Let’s take a look at two cases:

If you’ve started crawling and then realized that you forgot to include some significant parameters or parsing of necessary HTML fragment, now you can stop crawling, enable necessary parameters and then continue crawling. In this case, crawled pages will not be recrawled and included parameters will be applied only for new pages.
If you’ve started crawling and understood that there is too much data (that is blowing your RAM), you can stop crawling, turn off unnecessary parameters, and resume it. And, voila, you freed up RAM and now can parse more data. By the way, the good news is that received data is not deleted, but just hidden. It means that if you turn these parameters back on, the data will appear in the table and be in all reports.

Use Case

I started crawling 1,000,000 pages but RAM usage was too high. After analyzing the report, I realized that these pages don’t have ‘Duplicate Pages’ and ‘Long Server Response Time’ issues. So I paused crawling and turned off the ‘Page Hash’ and ‘Response Time’ parameters. Then I just continued crawling by pressing ‘Start’ button. Columns with these issues were hidden and RAM consumption decreased → now I can crawl even more pages.

II. Hyper-Speed Crawling

We completely rearranged working process with:

The database → there is a massive amount of data, so we’ve made substantial optimization. It results in a significant increase in the speed.
Results table → to save computer resources, table will not be updated every time it receives new results. Updating occurs automatically after crawling is stopped or paused. Please note that tab title includes an asterisk (*) during the crawling. It indicates that program is receiving data but not displaying it in the table yet (if you need data right now, just press ‘Reload’ button above the results table).
Comprehensive data analysis → incoming links, internal PageRank, and other complex parameters will be calculated once the crawling is stopped or complete. It makes the process as accurate as possible and allows you to save a lot of time on real-time calculations.

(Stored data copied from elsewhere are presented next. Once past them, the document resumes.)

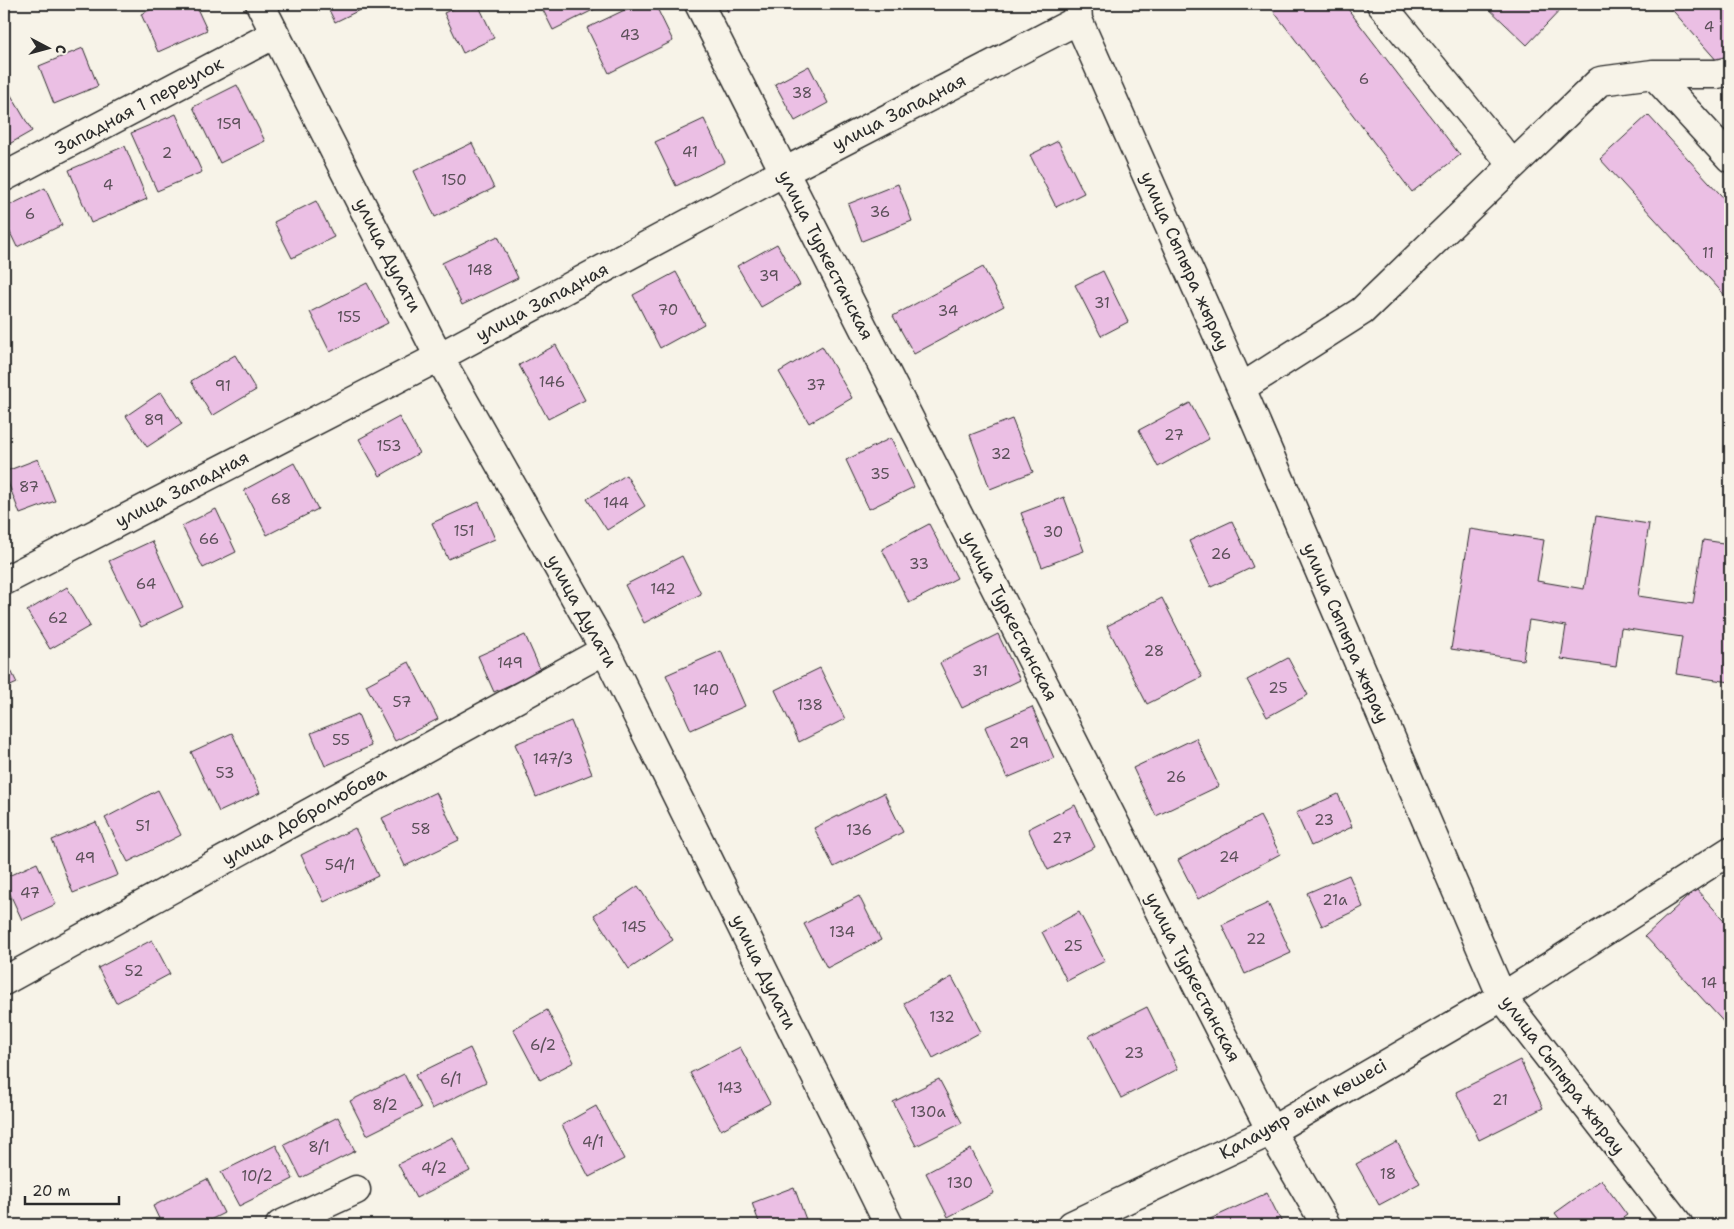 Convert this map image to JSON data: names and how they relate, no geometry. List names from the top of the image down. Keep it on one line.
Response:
{"streets":{"street":["Западная 1 переулок","улица Западная","улица Дулати","улица Туркестанская","улица Сыпыра жырау","улица Добролюбова","Қалауыр әкім көшесі"]},"crossings":[["Западная 1 переулок","улица Дулати"],["улица Западная","улица Дулати"],["улица Западная","улица Туркестанская"],["улица Западная","улица Сыпыра жырау"],["улица Дулати","улица Добролюбова"],["улица Туркестанская","Қалауыр әкім көшесі"],["улица Сыпыра жырау","Қалауыр әкім көшесі"]],"house_numbers":["4","43","6","38","159","41","2","150","4","36","6","11","148","39","31","70","34","155","146","37","91","89","27","153","32","35","87","68","144","151","30","66","26","33","64","142","62","28","149","31","25","140","57","138","55","29","147/3","53","26","23","51","58","136","27","24","49","54/1","47","21а","145","134","22","25","52","14","132","6/2","23","6/1","143","21","8/2","130а","4/1","8/1","4/2","18","10/2","130"],"scale_bar":"20 m","north":"right"} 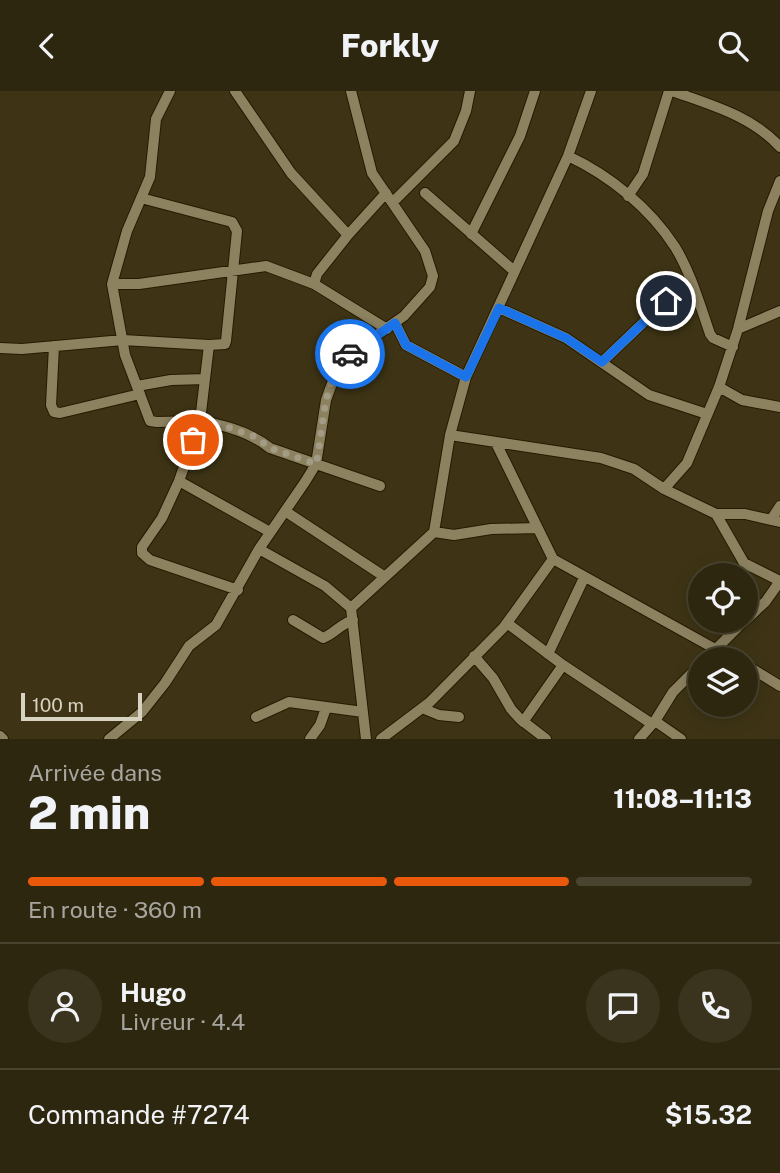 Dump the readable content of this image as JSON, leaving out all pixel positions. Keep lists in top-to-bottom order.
{
  "scale_bar": "100 m",
  "page": {
    "header": "Forkly",
    "scale": "100 m",
    "heading": ["2 min", "Arrivée dans", "11:08–11:13"],
    "panel": [
      "Hugo",
      "Livreur · 4.4",
      "Commande #7274",
      "$15.32"
    ],
    "bar": "En route · 360 m"
  }
} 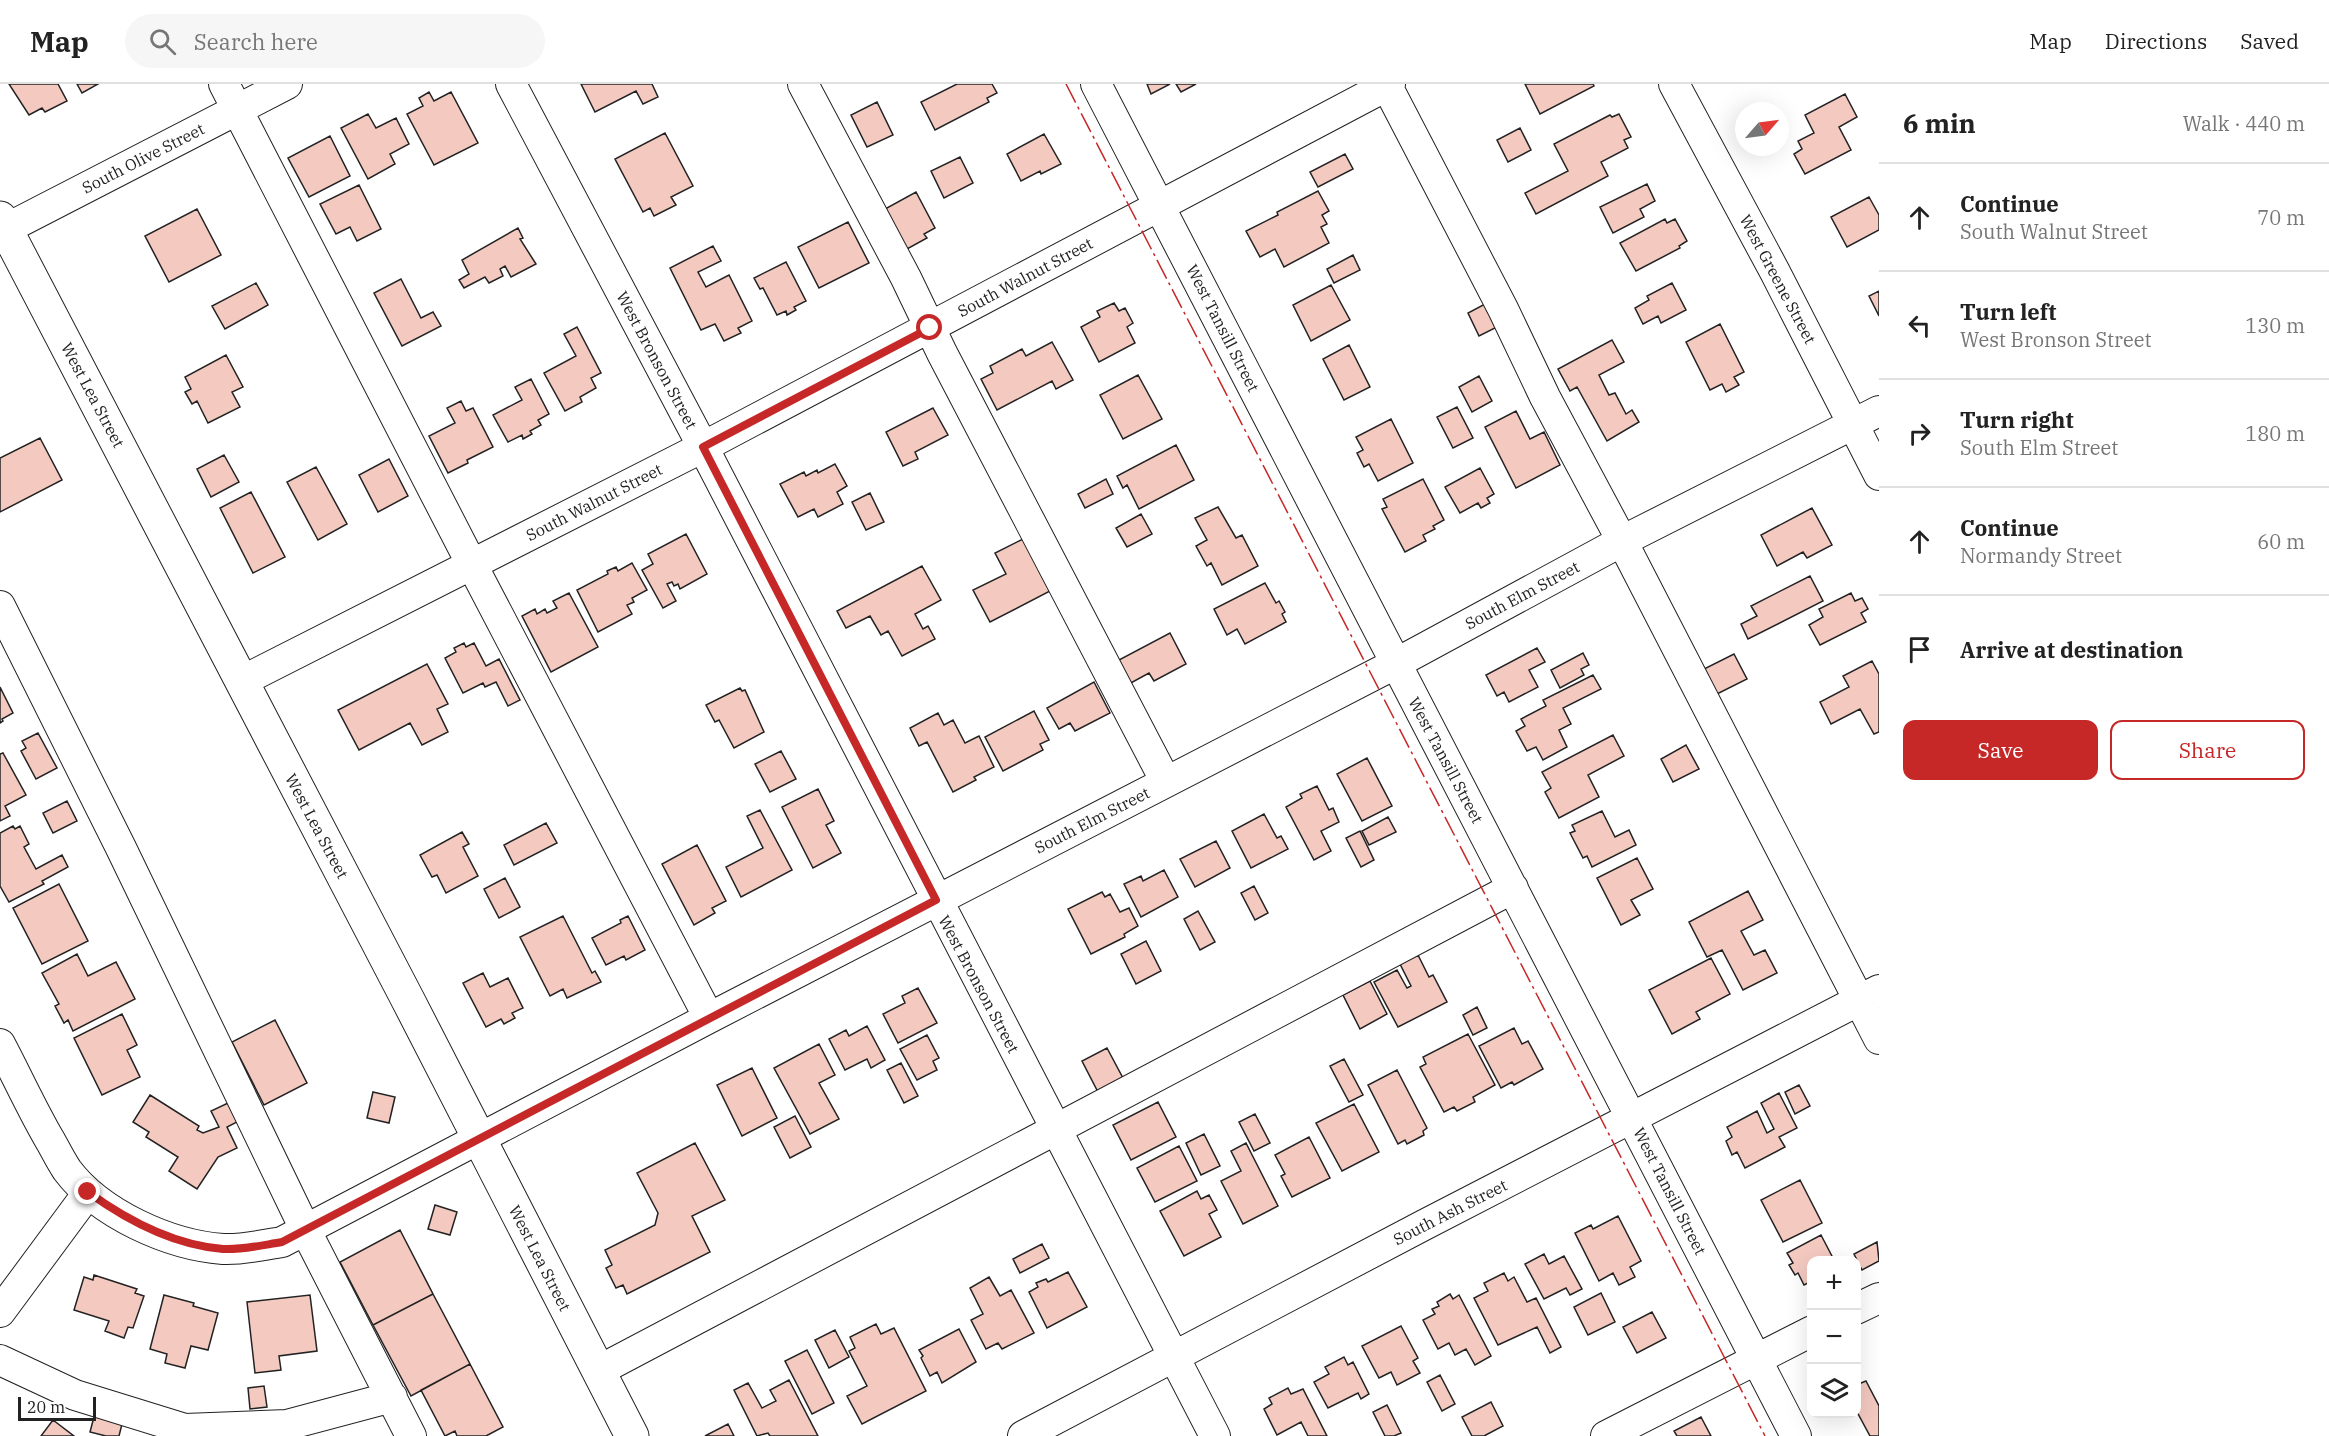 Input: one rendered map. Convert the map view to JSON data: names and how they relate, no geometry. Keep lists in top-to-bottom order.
{
  "streets": {
    "main road": ["West Lea Street"],
    "street": [
      "South Olive Street",
      "South Walnut Street",
      "West Greene Street",
      "West Tansill Street",
      "West Bronson Street",
      "South Elm Street",
      "South Ash Street"
    ]
  },
  "crossings": [
    ["South Olive Street", "West Lea Street"],
    ["South Walnut Street", "West Tansill Street"],
    ["South Walnut Street", "West Bronson Street"],
    ["South Walnut Street", "West Lea Street"],
    ["West Greene Street", "South Elm Street"],
    ["West Tansill Street", "South Elm Street"],
    ["West Tansill Street", "South Ash Street"],
    ["West Bronson Street", "South Elm Street"],
    ["West Bronson Street", "South Ash Street"],
    ["West Lea Street", "South Elm Street"]
  ],
  "scale_bar": "20 m",
  "north": "top right",
  "page": {
    "header": "Map",
    "search": "Search here",
    "nav": ["Map", "Directions", "Saved"],
    "heading": ["6 min", "Walk · 440 m"],
    "list": [
      ["Continue", "South Walnut Street", "70 m"],
      ["Turn left", "West Bronson Street", "130 m"],
      ["Turn right", "South Elm Street", "180 m"],
      ["Continue", "Normandy Street", "60 m"],
      "Arrive at destination"
    ],
    "buttons": ["Save", "Share"],
    "map_buttons": ["+", "−"],
    "scale": "20 m"
  }
} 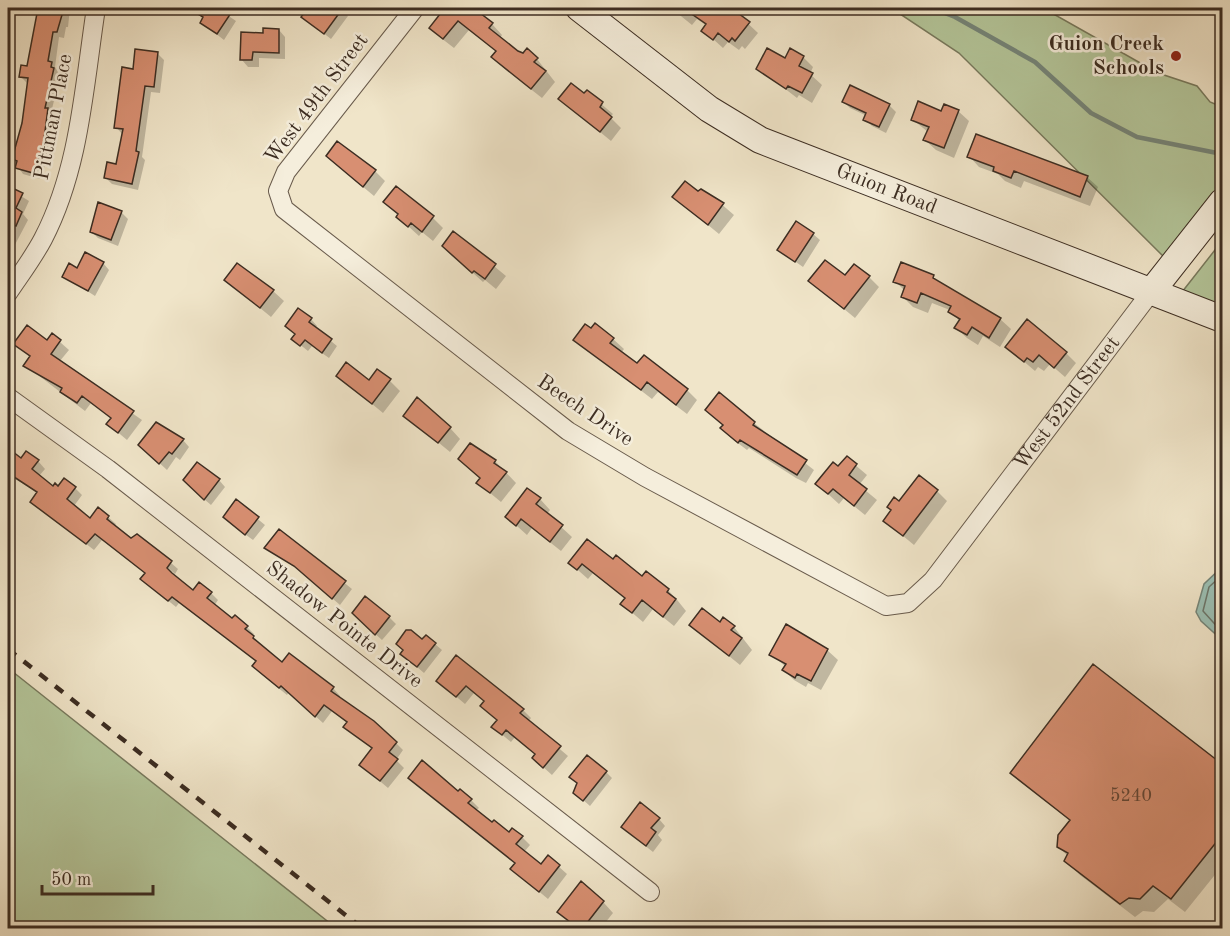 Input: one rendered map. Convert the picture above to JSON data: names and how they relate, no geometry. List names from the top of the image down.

We conducted tests to compare crawling speed of Netpeak Spider 3.0 and the previous version, Netpeak Spider 2.1, with the same conditions and got great results. The new version shows up to 30 times increase in speed.

By the way, to monitor crawling speed, we’ve added corresponding metric to the status panel – now you can check the average crawling speed.

III. Advanced SEO Analytics

5. Dashboard

Information summary about crawling settings and process, diagrams with information about site structure, etc., SEO-insights, default filters – you can find all this stuff on our new ‘Dashboard’ tab.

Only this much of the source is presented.